October 16, 2021

How to reprogram LaTeX from scratch?

 

On the first look the attempt in doing so looks very complicated. And some projects from the past like lout have demnstrated that it is not possible to reinvent the latex software. But perhaps it is possible if the existing latex engines are investigated much better? So the first question is what exactly is latex?
The current luatex repository is available at github and cntains of 1 million lines of code. That means latex is not a small software project and not a mid size but it is very large. The assumption is that a possible latex replacement needs at least 1 million lines of code otherwise the task can't be realized. The problem is that such a codebase can't be written by a single person, so there is a good reason not to do so.
But suppose is to try it no matter what the scucess rate is. The first thing to do is to describe which parts of the latex project are realized very well and which are not very well. The main idea behind latex is, that in the same text file the document text itself plus the latex commands are written similar to the markdown syntex. So latex is in the core form a rendering engine which takes a latex command like \tex and converts this command into a graphical output. And yes this is a very good idea. SImilar to the gnuplot project the idea of using commands allows to create very complex output.
What is working bad in the latex ecosystem is that the existing latex to pdf compilers like luatex, pdftex or xetex are very complicated and hard to maintain project. Improving a code base which contains of 1 million lines of code doesn't make much sense.

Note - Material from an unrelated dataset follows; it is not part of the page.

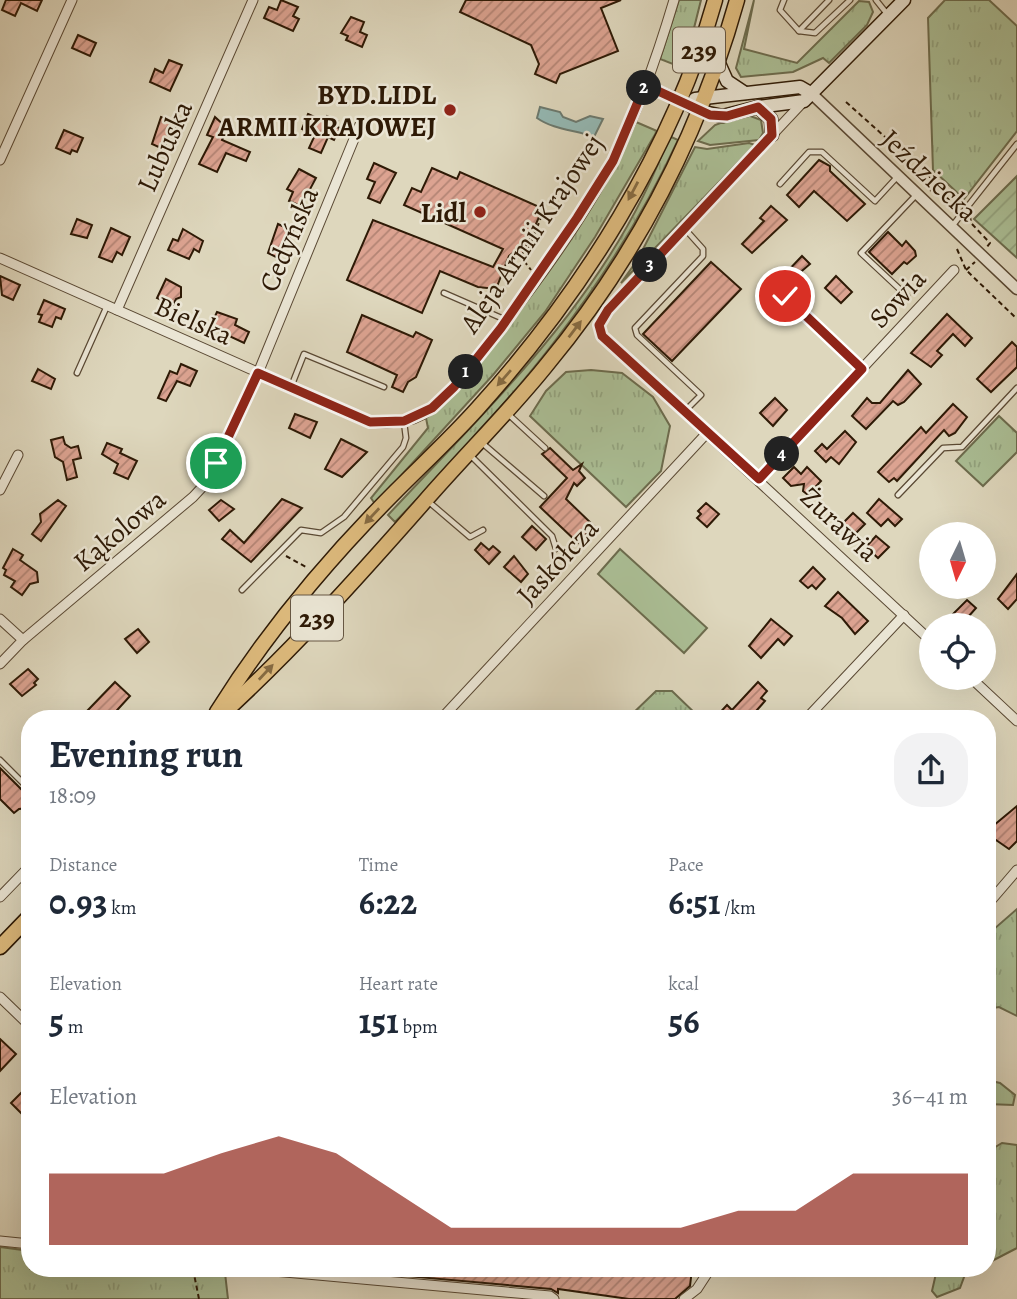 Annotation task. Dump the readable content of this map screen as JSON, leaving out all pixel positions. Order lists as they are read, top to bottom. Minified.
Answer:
{"streets":{"main road":["239","Aleja Armii Krajowej"],"street":["Lubuska","Jeździecka","Cedyńska","Sowia","Bielska","Żurawia","Kąkolowa","Jaskółcza"]},"crossings":[["Lubuska","Bielska"],["Aleja Armii Krajowej","Bielska"],["Cedyńska","Bielska"],["Cedyńska","Kąkolowa"],["Sowia","Żurawia"],["Bielska","Kąkolowa"],["Żurawia","Jaskółcza"]],"places":["BYD.LIDL ARMII KRAJOWEJ","Lidl"],"north":"bottom","page":{"pins":["2","3","1","4"],"heading":["Evening run","18:09"],"stats":[["Distance","0.93 km"],["Time","6:22"],["Pace","6:51 /km"],["Elevation","5 m"],["Heart rate","151 bpm"],["kcal","56"]],"chart":["Elevation","36–41 m"]}}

Supose the idea is to rewrite latex from scratch. First thing to do is to write down the requirements. Latex is basically a textparser which understands around 260 commands. These commands are defined in the latex reference. The important \tex command was mentioned already but there are many other commands available for printing text in bold face or to format a page. A possible latex replacement has to understand all these commands. Then it can be executed from the command line or from the lyx frontend and converts a .tex file into a .pdf file.

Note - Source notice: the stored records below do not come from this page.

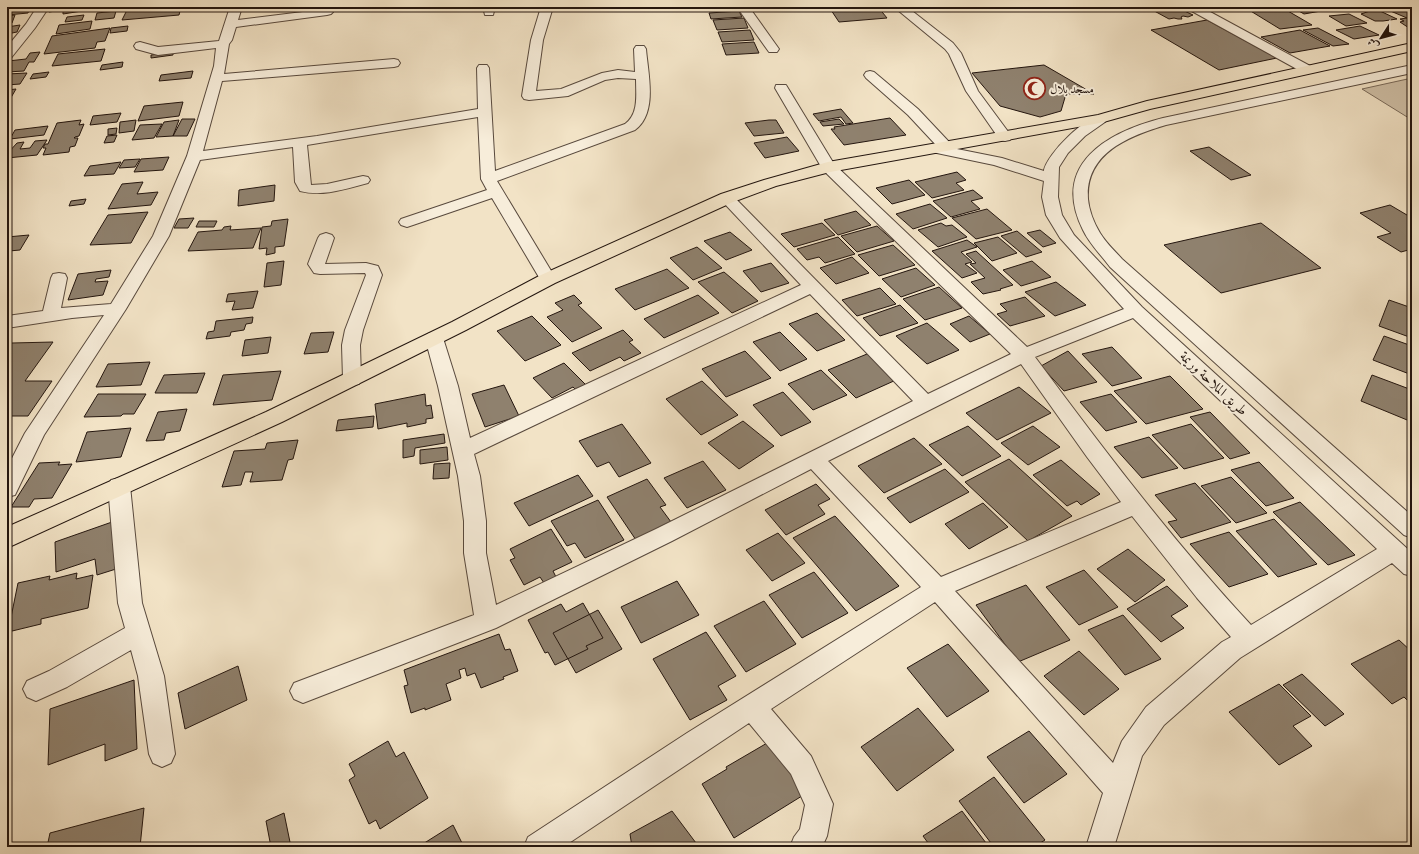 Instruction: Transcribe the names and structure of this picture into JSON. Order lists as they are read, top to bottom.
{
  "streets": {
    "street": ["طريق الملاحة وريمة"]
  },
  "places": {
    "mosque": ["مسجد بلال"]
  },
  "north": "bottom left"
}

So the question is how to program a parser which understands around 250 typesetting commands? Exactly this seems to be the bottleneck. Suppose each command is realized with 109 lines of code. Then the parser will need around 25k lines of code. A command like \indent can be realized easily, but commands like \table will need a lot of code.
pylatexenc
There is a python library available which simplifies the task of parsing latex files. It is called pylatexenc and takes a latex file as input and prints out all the recognized commands. What this library isn't capable to do is to convert the recognized strings into the pdf format. But such an engine can be created. The cmbination of the pylatexenc project plus a pdf output would result into a full blown latex to pdf converter. This is equal to create a replacement for luatex or pdftex.
Let us a go a step backward and investigate why former attempts have failed to reprogram latex. First thing to mention is that former projects have assumed that the markdown or the xml format is able to replace the latex syntax. No they don't. Latex consists of around 250 dedicated commands which were designed for typesetting. A latex replacement needs to implement these commands.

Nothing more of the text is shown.